▶ **Task to complete**:
Would you please retype, exactly, the lines of the listing below between the line with "inset:0; background:#83b88b; transform-origin:0" and the line with "text-align:center; line-height:1.15; -webkit-text-stroke:4.5px", inclusive?

▶ **Data shown**:

◆ ◆ ◆

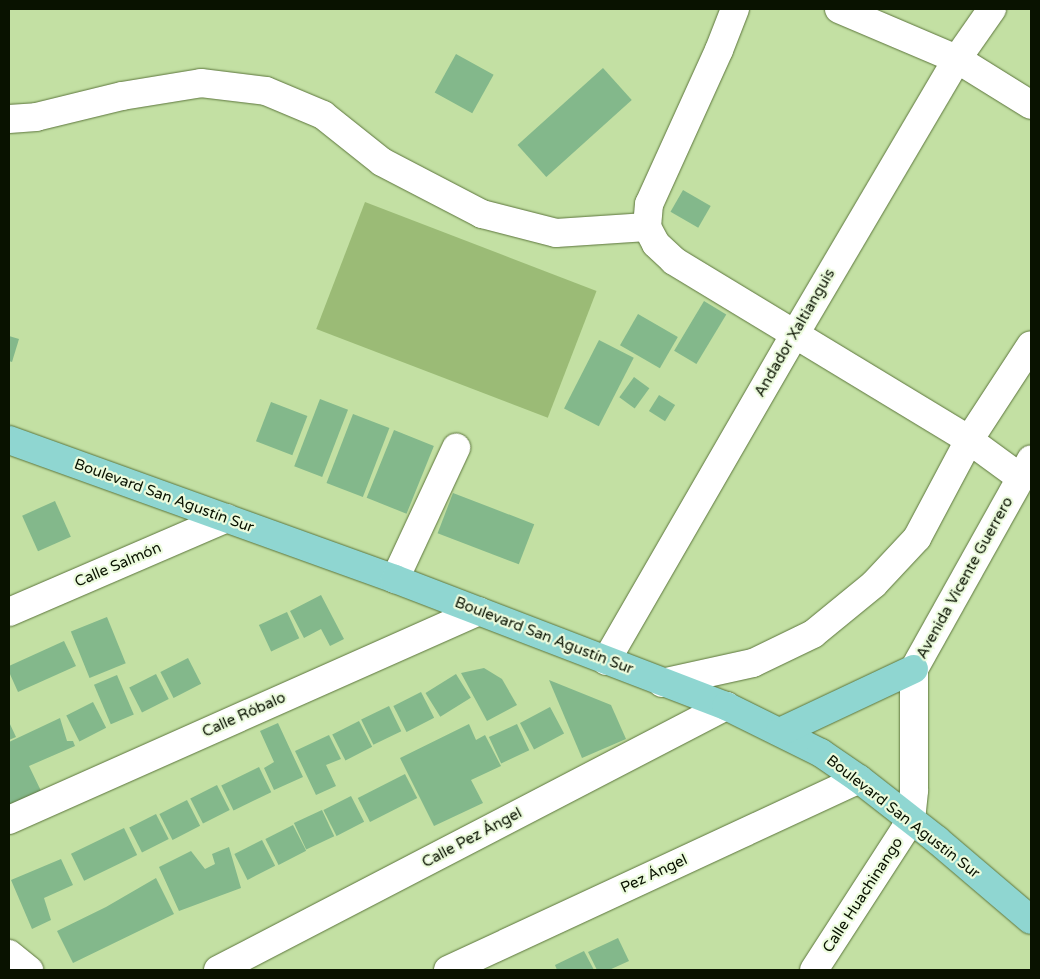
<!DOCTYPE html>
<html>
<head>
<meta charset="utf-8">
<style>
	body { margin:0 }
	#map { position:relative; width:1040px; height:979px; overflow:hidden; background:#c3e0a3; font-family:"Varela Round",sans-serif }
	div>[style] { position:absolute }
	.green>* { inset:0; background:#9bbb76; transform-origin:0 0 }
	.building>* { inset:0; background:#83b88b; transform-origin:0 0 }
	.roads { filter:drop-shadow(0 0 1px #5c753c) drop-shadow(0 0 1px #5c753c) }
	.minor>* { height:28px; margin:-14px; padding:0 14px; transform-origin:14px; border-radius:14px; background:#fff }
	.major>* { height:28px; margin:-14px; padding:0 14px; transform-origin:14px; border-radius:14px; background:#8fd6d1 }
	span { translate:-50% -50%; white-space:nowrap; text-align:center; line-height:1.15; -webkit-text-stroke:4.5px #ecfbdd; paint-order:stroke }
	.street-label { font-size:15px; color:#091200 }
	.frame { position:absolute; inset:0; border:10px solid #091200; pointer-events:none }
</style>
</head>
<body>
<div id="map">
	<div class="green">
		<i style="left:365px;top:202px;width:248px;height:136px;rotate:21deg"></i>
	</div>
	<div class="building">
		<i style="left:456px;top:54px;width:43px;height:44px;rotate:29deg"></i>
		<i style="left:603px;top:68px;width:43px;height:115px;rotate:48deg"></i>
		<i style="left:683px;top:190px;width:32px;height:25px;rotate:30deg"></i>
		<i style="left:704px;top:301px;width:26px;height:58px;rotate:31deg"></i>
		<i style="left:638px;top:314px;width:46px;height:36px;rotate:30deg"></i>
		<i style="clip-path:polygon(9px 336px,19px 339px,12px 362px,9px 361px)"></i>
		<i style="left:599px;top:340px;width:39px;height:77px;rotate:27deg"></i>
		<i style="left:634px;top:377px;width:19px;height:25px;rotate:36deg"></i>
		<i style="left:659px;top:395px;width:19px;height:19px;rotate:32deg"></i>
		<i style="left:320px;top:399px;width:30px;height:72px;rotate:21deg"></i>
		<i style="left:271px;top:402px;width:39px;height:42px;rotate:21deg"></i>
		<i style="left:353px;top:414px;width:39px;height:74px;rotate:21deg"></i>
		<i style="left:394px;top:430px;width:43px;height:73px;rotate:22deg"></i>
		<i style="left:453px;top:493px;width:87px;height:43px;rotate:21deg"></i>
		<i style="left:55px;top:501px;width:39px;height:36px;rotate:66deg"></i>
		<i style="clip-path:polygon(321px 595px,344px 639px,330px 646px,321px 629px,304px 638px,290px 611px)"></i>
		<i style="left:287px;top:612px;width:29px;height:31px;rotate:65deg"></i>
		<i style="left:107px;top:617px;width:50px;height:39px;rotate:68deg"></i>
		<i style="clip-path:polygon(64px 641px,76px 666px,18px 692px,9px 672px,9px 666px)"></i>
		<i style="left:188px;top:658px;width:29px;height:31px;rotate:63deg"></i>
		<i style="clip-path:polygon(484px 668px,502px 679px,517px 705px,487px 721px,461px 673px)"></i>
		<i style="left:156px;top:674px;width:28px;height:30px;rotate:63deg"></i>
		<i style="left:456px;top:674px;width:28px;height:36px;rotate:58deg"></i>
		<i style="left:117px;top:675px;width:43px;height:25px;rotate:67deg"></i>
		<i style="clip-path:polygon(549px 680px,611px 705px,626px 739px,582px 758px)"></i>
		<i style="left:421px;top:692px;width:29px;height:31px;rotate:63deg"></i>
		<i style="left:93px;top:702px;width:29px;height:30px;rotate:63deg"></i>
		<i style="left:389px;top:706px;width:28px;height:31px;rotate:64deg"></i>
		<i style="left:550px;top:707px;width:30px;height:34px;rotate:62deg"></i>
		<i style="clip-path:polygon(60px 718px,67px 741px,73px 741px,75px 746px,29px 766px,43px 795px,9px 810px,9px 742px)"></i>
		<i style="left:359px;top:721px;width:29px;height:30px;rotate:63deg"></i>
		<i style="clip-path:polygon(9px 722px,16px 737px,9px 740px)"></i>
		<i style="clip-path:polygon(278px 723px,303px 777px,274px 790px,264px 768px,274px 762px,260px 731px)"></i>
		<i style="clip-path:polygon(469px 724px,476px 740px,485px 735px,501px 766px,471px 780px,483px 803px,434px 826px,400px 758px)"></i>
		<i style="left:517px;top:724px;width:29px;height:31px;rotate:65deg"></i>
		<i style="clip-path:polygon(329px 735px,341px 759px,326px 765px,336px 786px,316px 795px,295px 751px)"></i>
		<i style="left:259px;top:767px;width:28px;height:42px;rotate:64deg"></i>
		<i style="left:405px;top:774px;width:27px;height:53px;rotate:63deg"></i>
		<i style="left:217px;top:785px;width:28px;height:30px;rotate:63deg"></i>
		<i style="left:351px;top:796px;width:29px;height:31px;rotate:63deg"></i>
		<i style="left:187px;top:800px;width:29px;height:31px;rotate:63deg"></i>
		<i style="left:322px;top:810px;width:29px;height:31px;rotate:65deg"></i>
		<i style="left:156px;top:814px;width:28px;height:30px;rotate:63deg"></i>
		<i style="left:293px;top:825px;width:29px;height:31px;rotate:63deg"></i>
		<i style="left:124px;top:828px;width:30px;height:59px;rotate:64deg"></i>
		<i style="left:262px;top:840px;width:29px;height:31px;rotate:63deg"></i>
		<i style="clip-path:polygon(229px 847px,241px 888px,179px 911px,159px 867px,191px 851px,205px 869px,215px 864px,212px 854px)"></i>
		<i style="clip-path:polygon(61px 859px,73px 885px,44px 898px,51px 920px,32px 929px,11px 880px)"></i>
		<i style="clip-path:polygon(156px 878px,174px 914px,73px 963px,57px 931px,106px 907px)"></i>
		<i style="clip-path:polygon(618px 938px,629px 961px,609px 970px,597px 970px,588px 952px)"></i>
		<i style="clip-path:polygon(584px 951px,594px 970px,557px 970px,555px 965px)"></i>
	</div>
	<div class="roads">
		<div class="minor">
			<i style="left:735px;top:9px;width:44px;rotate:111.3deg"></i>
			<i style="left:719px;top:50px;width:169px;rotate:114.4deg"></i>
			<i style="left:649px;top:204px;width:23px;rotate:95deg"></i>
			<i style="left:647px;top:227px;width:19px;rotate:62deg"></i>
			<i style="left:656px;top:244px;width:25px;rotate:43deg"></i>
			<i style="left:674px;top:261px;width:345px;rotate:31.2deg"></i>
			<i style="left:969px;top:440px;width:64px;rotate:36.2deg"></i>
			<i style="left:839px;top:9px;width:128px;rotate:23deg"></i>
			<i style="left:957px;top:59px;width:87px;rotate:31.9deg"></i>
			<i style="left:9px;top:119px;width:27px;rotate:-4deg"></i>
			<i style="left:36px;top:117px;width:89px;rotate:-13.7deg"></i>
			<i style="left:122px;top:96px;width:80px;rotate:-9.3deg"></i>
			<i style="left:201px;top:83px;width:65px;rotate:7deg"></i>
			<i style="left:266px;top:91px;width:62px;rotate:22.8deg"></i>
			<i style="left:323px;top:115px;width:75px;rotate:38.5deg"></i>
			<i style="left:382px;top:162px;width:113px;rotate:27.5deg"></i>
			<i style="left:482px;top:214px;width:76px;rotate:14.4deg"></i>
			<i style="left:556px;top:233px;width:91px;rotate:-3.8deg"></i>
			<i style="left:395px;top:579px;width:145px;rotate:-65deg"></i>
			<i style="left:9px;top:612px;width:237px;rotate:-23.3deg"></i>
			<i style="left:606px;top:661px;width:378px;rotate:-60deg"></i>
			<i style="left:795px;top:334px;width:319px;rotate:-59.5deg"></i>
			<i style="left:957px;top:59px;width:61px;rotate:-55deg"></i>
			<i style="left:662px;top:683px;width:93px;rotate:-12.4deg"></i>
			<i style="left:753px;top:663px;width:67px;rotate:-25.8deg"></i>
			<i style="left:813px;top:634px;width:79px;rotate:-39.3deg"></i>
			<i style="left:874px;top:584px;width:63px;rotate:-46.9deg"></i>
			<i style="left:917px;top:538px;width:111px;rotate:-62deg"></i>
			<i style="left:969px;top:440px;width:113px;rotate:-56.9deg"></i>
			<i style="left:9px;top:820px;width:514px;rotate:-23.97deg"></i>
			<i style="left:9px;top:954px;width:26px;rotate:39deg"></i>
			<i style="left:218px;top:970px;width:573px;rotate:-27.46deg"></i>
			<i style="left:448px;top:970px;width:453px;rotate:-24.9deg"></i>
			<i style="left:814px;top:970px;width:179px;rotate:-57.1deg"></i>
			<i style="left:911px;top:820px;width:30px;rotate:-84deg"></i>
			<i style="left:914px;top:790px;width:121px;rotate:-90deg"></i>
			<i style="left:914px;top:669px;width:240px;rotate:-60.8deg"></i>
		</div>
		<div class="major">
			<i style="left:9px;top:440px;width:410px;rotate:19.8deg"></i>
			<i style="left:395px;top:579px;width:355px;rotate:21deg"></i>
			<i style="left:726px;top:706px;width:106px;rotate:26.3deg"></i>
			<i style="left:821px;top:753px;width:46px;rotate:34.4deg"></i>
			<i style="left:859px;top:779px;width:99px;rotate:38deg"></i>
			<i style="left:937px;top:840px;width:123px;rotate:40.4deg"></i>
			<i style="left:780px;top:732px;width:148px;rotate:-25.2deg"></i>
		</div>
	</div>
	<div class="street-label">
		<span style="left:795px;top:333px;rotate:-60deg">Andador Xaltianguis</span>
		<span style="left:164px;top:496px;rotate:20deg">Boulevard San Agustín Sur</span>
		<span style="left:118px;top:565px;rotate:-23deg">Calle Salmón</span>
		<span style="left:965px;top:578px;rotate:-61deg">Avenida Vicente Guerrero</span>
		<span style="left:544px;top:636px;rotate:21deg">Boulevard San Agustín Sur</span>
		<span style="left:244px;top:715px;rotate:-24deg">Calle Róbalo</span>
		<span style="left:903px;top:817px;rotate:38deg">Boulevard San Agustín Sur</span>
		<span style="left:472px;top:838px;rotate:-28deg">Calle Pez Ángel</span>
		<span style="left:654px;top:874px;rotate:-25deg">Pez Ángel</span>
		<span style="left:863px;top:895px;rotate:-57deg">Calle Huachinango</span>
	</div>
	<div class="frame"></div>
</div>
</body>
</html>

◆ ◆ ◆

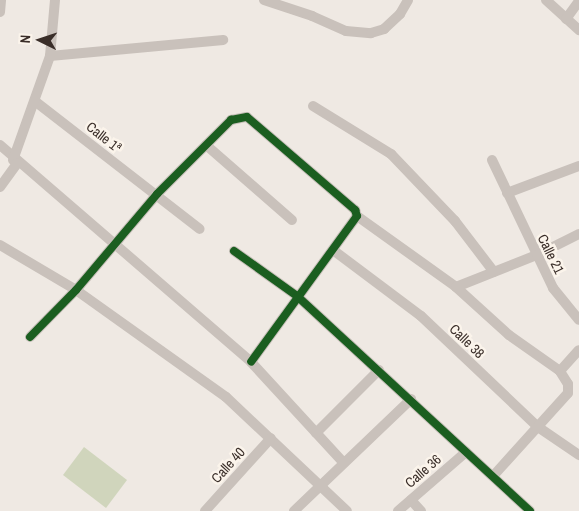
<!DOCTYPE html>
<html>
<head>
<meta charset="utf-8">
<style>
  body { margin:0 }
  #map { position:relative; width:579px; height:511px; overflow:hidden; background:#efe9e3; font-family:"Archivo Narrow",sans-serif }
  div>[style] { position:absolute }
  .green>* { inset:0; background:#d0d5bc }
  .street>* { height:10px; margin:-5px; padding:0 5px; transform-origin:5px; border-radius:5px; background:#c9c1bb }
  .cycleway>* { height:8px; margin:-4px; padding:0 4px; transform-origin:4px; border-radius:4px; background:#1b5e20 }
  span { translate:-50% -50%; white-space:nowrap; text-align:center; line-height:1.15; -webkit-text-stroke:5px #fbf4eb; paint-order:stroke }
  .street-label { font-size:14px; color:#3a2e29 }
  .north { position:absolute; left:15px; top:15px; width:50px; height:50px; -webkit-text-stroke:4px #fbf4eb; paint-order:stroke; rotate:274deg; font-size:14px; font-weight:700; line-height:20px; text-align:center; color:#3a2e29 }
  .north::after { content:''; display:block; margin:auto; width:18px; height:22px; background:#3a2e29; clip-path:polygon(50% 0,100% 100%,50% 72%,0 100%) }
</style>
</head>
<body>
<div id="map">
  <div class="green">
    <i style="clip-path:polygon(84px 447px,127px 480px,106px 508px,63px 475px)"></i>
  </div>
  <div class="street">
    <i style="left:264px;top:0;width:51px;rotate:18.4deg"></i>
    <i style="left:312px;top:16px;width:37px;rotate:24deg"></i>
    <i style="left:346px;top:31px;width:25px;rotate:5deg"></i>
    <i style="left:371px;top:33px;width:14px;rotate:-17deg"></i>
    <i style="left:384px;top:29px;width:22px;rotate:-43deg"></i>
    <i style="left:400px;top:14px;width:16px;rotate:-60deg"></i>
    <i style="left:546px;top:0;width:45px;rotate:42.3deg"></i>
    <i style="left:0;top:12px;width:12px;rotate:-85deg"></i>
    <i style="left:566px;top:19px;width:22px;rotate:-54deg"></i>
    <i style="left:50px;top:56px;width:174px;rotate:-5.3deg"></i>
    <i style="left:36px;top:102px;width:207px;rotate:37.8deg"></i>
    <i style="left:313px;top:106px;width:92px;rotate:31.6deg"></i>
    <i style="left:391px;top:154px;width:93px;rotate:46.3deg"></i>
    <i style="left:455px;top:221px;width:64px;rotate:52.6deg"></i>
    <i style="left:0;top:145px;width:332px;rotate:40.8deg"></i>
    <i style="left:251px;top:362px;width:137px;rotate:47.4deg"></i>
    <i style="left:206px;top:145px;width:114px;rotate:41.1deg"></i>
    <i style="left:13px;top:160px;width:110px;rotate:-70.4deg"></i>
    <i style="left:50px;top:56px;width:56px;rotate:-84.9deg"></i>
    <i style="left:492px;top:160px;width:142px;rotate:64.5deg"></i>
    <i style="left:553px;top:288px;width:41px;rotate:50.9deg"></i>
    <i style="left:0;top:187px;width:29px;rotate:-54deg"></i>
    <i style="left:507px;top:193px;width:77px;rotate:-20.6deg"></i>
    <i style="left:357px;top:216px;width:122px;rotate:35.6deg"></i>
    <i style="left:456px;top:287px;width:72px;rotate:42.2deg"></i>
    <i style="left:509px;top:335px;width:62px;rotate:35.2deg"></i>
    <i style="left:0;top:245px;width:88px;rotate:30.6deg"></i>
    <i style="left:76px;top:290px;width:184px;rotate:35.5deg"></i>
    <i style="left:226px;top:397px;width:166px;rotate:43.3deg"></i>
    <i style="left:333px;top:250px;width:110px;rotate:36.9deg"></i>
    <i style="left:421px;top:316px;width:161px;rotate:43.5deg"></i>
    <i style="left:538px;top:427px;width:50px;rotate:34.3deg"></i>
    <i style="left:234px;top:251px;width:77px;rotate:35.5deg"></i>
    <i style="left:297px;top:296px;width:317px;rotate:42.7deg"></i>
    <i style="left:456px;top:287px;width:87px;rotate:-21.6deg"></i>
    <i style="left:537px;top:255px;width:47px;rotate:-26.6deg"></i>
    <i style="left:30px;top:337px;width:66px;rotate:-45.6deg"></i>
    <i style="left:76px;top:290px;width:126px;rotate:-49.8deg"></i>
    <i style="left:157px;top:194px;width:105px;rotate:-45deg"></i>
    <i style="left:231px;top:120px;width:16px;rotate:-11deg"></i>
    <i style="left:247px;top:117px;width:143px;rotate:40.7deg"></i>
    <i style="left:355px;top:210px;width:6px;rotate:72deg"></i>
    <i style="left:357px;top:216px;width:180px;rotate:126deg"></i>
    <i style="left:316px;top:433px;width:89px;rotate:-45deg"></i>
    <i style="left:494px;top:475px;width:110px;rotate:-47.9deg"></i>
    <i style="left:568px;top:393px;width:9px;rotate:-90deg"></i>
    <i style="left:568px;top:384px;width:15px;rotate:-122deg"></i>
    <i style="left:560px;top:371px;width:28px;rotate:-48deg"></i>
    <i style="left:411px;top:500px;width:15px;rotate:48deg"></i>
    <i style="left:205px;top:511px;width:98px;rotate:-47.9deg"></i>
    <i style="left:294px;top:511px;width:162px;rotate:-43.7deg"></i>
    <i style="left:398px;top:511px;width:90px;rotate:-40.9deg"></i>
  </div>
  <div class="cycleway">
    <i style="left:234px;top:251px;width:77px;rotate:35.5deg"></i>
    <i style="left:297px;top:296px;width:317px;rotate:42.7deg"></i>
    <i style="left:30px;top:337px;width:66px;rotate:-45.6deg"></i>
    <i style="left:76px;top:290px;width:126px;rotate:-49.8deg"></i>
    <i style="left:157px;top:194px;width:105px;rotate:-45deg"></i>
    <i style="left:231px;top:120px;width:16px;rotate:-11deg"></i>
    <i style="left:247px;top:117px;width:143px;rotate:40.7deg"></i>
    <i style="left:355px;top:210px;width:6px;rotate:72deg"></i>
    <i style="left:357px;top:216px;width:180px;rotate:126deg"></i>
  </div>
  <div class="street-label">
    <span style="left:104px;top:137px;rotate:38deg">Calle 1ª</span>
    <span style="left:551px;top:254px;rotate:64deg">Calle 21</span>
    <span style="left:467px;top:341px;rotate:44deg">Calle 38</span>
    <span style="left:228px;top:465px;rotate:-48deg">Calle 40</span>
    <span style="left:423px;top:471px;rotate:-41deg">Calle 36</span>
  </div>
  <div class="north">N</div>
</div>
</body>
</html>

◆ ◆ ◆

▶ **Answer**:
	.building>* { inset:0; background:#83b88b; transform-origin:0 0 }
	.roads { filter:drop-shadow(0 0 1px #5c753c) drop-shadow(0 0 1px #5c753c) }
	.minor>* { height:28px; margin:-14px; padding:0 14px; transform-origin:14px; border-radius:14px; background:#fff }
	.major>* { height:28px; margin:-14px; padding:0 14px; transform-origin:14px; border-radius:14px; background:#8fd6d1 }
	span { translate:-50% -50%; white-space:nowrap; text-align:center; line-height:1.15; -webkit-text-stroke:4.5px #ecfbdd; paint-order:stroke }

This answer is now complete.